I cannot believe that no one else has tried this recipe!! It is SO EASY and SO GOOD it was one of the first things to go at my dinner party. Will make this again.
This deserves at least 6 stars! I used leftover Beer Butt Chicken instead of canned. Also prepared some basic chicken gravy thinking that it might be dry... not so. It was moist yet with a crisp crust. No gravy necessary! This needs to be tried!
This is one of my favorite Pampered Chef recipes --- guests ALWAYS ask for the recipe whenever I serve this at brunch or potluck meetings. Some tips: I cook 1 lb. diced chicken breast with the 1/2 tsp salt (not too salty that way); squeeze the spinach with your hands over the sink to get all the water out; buy your crescent rolls from Trader Joe's (no bad-for-you chemicals or preservatives and a much better price!). A friend of mine likes to add some sweet corn to the mixture and then serve the rolls with Thousand Island Dressing as a sort-of dipping sauce. (I haven't tried it that way but she raves about it so I thought I'd share.)
VERY easy and so tasty! I used frozen chicken that I cooked and shreaded instead of canned. I will make this again!

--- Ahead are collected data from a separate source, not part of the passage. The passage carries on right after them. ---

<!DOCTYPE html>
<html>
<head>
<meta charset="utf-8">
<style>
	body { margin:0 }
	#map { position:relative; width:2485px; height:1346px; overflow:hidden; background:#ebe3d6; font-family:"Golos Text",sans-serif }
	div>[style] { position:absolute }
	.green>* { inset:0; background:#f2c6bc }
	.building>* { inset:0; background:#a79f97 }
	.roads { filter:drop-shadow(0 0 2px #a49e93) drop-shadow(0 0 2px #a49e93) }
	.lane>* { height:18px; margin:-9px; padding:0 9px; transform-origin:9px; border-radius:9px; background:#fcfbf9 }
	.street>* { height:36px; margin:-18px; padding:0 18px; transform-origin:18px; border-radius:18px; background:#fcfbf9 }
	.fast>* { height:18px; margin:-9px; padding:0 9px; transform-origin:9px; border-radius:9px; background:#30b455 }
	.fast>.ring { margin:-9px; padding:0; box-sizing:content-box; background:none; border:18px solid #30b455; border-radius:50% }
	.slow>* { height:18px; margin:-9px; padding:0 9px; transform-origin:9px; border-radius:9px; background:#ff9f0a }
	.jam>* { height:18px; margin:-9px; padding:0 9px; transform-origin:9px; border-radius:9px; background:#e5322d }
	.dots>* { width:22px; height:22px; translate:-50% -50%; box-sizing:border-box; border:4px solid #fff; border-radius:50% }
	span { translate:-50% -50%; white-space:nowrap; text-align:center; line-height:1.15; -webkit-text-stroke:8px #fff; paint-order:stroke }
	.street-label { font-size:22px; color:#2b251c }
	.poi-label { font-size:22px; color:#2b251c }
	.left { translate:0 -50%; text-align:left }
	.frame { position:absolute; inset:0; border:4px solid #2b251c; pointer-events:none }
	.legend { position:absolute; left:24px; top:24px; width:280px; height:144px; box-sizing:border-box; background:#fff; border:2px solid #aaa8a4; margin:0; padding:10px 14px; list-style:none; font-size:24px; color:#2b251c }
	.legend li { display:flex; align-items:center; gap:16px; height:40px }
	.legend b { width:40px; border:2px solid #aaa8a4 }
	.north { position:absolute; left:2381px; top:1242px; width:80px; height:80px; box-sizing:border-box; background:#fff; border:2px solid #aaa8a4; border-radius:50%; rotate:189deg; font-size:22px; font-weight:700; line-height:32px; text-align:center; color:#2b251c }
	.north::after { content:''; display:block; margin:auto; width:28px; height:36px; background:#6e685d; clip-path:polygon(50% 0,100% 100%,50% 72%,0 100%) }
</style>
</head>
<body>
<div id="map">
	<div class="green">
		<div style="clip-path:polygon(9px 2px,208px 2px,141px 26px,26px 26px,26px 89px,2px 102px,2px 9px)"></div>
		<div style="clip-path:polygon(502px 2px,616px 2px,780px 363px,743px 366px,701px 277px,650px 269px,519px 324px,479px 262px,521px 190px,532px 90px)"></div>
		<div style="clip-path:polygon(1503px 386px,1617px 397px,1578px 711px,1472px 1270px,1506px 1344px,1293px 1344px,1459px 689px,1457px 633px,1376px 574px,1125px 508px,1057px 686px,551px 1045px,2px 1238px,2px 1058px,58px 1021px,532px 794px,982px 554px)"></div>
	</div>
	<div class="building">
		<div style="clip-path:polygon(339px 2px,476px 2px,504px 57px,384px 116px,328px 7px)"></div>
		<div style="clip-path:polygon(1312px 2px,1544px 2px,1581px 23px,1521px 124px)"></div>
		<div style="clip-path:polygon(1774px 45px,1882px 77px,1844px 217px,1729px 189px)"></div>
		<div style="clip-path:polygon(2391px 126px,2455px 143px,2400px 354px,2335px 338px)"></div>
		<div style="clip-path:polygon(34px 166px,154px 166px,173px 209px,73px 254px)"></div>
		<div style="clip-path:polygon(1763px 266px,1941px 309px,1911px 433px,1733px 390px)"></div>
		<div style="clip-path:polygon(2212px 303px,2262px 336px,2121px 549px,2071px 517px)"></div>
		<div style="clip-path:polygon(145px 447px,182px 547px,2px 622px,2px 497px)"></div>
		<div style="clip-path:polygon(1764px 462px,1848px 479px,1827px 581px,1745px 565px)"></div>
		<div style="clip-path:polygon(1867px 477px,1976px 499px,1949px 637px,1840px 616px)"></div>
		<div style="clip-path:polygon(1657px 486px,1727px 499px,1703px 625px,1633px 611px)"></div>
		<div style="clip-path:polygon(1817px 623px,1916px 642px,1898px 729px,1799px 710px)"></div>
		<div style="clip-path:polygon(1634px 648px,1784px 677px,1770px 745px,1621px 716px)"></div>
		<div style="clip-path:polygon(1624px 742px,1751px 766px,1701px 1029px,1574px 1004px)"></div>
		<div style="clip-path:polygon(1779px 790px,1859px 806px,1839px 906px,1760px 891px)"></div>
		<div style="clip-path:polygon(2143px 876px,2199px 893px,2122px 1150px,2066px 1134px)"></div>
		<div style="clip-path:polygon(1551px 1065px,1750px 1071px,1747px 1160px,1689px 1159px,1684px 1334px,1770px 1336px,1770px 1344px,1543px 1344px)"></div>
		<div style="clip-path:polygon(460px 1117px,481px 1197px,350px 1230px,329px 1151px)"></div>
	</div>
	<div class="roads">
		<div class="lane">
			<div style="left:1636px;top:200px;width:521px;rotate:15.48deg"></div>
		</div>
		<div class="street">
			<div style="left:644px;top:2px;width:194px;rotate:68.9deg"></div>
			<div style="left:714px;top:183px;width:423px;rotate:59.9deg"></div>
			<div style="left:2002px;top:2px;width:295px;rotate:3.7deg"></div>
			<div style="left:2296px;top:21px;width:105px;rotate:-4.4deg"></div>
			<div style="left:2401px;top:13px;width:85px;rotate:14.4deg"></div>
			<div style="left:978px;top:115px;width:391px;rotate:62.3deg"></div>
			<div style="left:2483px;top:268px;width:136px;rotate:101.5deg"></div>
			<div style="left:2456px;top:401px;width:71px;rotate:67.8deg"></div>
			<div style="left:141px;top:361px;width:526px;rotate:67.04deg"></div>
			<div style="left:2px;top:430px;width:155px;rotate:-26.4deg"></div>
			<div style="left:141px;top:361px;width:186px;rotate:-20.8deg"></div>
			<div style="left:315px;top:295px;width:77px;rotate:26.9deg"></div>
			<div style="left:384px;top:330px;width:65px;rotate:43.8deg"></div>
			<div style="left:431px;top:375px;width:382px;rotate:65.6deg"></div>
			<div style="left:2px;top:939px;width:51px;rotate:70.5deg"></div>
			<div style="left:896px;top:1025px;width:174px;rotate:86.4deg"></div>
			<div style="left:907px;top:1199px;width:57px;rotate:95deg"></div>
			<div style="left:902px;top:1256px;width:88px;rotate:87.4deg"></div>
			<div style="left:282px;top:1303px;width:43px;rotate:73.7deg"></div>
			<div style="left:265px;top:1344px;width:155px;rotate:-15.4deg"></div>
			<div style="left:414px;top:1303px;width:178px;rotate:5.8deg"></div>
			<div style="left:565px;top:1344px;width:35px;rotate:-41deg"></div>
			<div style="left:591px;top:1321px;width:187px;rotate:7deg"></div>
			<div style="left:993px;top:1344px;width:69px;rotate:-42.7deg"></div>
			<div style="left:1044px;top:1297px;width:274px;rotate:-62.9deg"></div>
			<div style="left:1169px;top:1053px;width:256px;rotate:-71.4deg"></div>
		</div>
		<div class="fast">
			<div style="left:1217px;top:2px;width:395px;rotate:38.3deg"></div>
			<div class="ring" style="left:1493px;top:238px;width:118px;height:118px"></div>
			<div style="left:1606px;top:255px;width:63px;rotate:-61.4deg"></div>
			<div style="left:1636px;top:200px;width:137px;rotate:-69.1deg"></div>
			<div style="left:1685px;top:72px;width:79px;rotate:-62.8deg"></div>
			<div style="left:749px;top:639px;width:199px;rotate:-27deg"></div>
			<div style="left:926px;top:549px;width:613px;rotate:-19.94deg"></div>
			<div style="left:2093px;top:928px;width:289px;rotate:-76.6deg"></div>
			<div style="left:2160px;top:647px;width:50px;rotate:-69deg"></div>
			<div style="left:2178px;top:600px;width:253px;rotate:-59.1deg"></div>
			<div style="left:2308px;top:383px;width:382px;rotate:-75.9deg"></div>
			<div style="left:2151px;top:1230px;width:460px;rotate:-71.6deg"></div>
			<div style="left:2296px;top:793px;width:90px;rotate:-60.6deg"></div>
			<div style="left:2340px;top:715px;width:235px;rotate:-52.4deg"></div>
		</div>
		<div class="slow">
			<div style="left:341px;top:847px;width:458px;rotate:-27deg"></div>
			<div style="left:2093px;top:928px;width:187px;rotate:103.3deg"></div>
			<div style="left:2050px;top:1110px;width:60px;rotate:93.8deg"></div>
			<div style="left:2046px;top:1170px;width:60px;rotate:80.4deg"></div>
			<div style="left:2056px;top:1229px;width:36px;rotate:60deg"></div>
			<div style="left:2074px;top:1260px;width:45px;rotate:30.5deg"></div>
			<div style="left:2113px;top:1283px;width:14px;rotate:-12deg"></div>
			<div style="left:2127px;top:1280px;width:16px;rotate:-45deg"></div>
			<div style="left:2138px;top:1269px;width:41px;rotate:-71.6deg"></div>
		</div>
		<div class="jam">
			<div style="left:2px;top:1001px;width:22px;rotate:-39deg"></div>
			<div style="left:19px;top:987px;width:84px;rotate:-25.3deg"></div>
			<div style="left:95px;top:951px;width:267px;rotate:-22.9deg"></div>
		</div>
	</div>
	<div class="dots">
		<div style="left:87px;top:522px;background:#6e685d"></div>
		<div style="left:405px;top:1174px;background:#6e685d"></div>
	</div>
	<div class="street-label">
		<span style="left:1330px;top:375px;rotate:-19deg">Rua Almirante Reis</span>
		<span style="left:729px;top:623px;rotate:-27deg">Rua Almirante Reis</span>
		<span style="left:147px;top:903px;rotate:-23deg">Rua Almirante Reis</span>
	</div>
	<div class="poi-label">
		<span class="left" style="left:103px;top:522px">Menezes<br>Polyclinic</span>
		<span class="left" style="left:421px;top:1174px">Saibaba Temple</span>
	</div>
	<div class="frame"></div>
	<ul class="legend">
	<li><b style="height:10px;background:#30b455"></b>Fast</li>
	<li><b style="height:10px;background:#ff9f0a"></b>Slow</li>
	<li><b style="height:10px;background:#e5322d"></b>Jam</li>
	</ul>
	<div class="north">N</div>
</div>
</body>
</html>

Very Good! I've made the similar Pampered Chef recipe before but prefer this as it uses spinach instead of broccoli and no can of soup! I agree with the other reviewer that says this does NOT need the added salt I will leave that out next time.
I love this recipe...especially for its flexibility. I've made it as is but since then I've started omitting the lemon zest and nutmeg and adding some chopped onion and minced garlic instead. This is a delicious way to get some spinach into my hubby and kiddos.
Made this for the first time last night though I did make some changes as per other suggestions. Did NOT use canned chicken (yuck). Used chicken breasts I boiled for about 10 minutes until they were no longer pink and then shredded them with a fork. Because I had so much chicken I ended up using a little more mayo and added some cream cheese. I also added chopped onions (sauteed them in a bit of garlic oil with the red pepper since others had posted that they didn't cook entirely when added to the mixture raw). I used closer to 2 cups of shredded sharp cheddar cheese because I had so much chicken and I just really like cheese. I also saved some and sprinkled it over the top of the pastry. I think it looked pretty that way:) I didn't have lemon zest or nutmeg on hand so I just skipped them and I totally forgot to add the salt. I didn't miss any of them. This recipe was so much easier than I thought it was going to be. I can see myself experimenting with all kinds of stuff inside the pastry ring in the future!
I have been making a variation of this for years and everyone loves it!!! I use broccolie crowns in place of spinach and monteray jack cheese. It is amazing.
This was a really good base recipe - Not a fan of frozen spinach but still enjoyed this very much. Next time I think I will spice things up a bit with some chili powder on the chicken when cooking (refuse to use canned chicken - sorry) and some red pepper flakes to the mixture. I wish mine came out as pretty as the picture though (I halved the recipe as there is only two of us and had enough left over for one lunch the next day.)
First of all this turned out beautifully. It's a dish I'd happily serve for brunch except it was insanely salty. I followed the recipe exactly and the end result was almost inedible. I might try it again with leftover chicken instead of canned swiss cheese light sour cream rather than mayo and NO extra salt -- and maybe cut down on the cheese and add extra veggies instead. The texture and appearance were fine but the salt! Oy!